2. Do I Understand Abortion Methods and Risks for My Stage of Pregnancy?
Informed consent is critical before an abortion . This means you are entirely informed and understand everything you need to know about the abortion procedure for your stage of pregnancy, the risks involved, and practices of the abortion clinic regarding what will happen to the aborted fetus afterward.
Different methods of abortion are performed at various stages of pregnancy, so be sure you understand which one is appropriate for how far along you are. There are medical (chemical) abortions and surgical abortions, and each has its risks.

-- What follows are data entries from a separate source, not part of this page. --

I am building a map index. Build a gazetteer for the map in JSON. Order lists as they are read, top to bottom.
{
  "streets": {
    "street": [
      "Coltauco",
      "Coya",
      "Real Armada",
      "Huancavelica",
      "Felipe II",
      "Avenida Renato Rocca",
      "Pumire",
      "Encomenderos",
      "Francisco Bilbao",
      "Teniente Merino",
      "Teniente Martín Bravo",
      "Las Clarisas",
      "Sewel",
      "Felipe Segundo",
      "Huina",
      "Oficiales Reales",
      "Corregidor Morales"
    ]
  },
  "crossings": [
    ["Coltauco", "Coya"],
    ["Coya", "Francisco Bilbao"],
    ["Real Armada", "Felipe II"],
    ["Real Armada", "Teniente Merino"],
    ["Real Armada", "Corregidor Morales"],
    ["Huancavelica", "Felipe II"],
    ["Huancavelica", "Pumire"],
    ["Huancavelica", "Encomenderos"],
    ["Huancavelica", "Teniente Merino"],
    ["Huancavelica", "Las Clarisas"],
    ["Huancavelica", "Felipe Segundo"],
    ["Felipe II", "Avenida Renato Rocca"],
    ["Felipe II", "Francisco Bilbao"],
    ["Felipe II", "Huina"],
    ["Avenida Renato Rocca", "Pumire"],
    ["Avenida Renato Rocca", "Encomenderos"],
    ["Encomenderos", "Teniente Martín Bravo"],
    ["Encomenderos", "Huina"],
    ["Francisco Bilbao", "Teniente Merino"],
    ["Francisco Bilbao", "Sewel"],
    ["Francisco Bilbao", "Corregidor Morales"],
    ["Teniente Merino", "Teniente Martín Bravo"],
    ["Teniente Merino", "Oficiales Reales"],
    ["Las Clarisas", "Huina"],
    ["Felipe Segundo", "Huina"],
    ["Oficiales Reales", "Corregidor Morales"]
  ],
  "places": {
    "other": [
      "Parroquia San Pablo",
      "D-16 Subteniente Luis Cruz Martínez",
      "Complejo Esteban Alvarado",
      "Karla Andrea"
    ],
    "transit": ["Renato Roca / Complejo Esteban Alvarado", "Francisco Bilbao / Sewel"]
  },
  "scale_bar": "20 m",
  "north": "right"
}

3. Do I Have Any Unanswered Questions About Abortion?
You never have to succumb to any sort of pressure regarding abortion. You have the freedom to be empowered by asking as many questions as you need. You also have the right to receive accurate information without judgment or bias. Abortion is permanent, so don’t ever feel you have to move forward unless you’re satisfied that you are fully informed, and you feel ready.
4. Does My Age Put Me at Risk if Pregnant?
If you are a minor or beyond age 35, you could be wondering if your age increases your pregnancy risks. This is a topic you can discuss with your ObGyn or Midwife. Medical care is so advanced now that if there are additional risks, your doctor will monitor you closely so you can have a successful pregnancy. We can help you find an ObGyn that meets your needs.
5. How Late Can You Have an Abortion in California?
In California, abortion is regulated under California Health and Safety Code 123462. It is legal to have an abortion in California until the fetus is viable, or when abortion is necessary to protect the life or health of the woman.
Viability defined by the Supreme Court as:
“Viability is reached when, in the judgment of the attending physician on the particular facts of the case before him, there is a reasonable likelihood of the fetus’ sustained survival outside the womb, with or without artificial support. Because this point may differ with each pregnancy, neither the legislature nor the courts may proclaim one of the elements entering into the ascertainment of viability – be it weeks of gestation or fetal weight or any other single factor – as the determinant of when the State has a compelling interest in the life or health of the fetus.” Colautti v. Franklin (1979)
California HSC 123464 defines viability as,
“the point in a pregnancy when, in the good faith medical judgment of a physician, on the particular facts of the case before that physician, there is a reasonable likelihood of the fetus’ sustained survival outside the uterus without the application of extraordinary medical measures.”
There is no consensus on a standard of viability. Each physician is left to determine that for themselves. The Kaiser Family Foundation has a blog on Women’s Health Policy that says, “While viability does not refer to a specific gestational age, it is often presumed at 24 weeks gestation, with “periviability” referring to the time around viability (20 to 26 weeks gestation).”
Abortion may be legal in California after viability out of concern for the health of the mother, physicians decide this on a case by case basis. The timing of abortion is sensitive, it is important that a solid gestational age is established before seeking an abortion. Pregnancy Care Clinic offers free and quick ultrasound appointments to determine viability and gestational age. Schedule an appointment now for free preabortion screening with ultrasound.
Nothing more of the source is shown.